THE RECORDS: Begin
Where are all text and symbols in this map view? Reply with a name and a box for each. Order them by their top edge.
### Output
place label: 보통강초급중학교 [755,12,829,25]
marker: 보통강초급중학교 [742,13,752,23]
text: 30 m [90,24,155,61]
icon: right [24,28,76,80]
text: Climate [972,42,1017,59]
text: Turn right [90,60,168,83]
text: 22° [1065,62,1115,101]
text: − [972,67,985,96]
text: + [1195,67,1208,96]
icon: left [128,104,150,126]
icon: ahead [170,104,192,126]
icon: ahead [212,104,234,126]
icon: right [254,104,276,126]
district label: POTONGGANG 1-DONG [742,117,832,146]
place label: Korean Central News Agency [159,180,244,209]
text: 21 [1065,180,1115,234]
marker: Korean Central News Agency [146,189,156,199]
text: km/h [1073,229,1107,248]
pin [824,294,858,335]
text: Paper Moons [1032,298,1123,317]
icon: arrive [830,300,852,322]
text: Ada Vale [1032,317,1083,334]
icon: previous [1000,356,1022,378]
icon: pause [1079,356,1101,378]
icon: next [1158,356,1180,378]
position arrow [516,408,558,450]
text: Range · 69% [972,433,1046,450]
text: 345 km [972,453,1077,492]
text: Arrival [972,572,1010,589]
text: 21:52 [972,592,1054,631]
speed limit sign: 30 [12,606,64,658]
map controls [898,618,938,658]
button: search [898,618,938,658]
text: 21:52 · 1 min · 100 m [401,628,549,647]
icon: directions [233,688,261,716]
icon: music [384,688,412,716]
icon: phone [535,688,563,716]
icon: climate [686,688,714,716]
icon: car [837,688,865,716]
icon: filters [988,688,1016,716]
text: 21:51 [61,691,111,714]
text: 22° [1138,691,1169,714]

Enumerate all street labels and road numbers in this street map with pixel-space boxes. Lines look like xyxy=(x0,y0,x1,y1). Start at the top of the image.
THE RECORDS: End
PROBLEM TO WORK ON: Each entry needs to be transcribed exactly.

OUTPUT FOR THIS TASK:
Where are all text and symbols in this map view? Reply with a name and a box for each. Order them by their top edge.
### Output
place label: 보통강초급중학교 [755,12,829,25]
marker: 보통강초급중학교 [742,13,752,23]
text: 30 m [90,24,155,61]
icon: right [24,28,76,80]
text: Climate [972,42,1017,59]
text: Turn right [90,60,168,83]
text: 22° [1065,62,1115,101]
text: − [972,67,985,96]
text: + [1195,67,1208,96]
icon: left [128,104,150,126]
icon: ahead [170,104,192,126]
icon: ahead [212,104,234,126]
icon: right [254,104,276,126]
district label: POTONGGANG 1-DONG [742,117,832,146]
place label: Korean Central News Agency [159,180,244,209]
text: 21 [1065,180,1115,234]
marker: Korean Central News Agency [146,189,156,199]
text: km/h [1073,229,1107,248]
pin [824,294,858,335]
text: Paper Moons [1032,298,1123,317]
icon: arrive [830,300,852,322]
text: Ada Vale [1032,317,1083,334]
icon: previous [1000,356,1022,378]
icon: pause [1079,356,1101,378]
icon: next [1158,356,1180,378]
position arrow [516,408,558,450]
text: Range · 69% [972,433,1046,450]
text: 345 km [972,453,1077,492]
text: Arrival [972,572,1010,589]
text: 21:52 [972,592,1054,631]
speed limit sign: 30 [12,606,64,658]
map controls [898,618,938,658]
button: search [898,618,938,658]
text: 21:52 · 1 min · 100 m [401,628,549,647]
icon: directions [233,688,261,716]
icon: music [384,688,412,716]
icon: phone [535,688,563,716]
icon: climate [686,688,714,716]
icon: car [837,688,865,716]
icon: filters [988,688,1016,716]
text: 21:51 [61,691,111,714]
text: 22° [1138,691,1169,714]

Enumerate all street labels and road numbers in this street map with pixel-space boxes. Lines look like xyxy=(x0,y0,x1,y1). Start at the top of the image.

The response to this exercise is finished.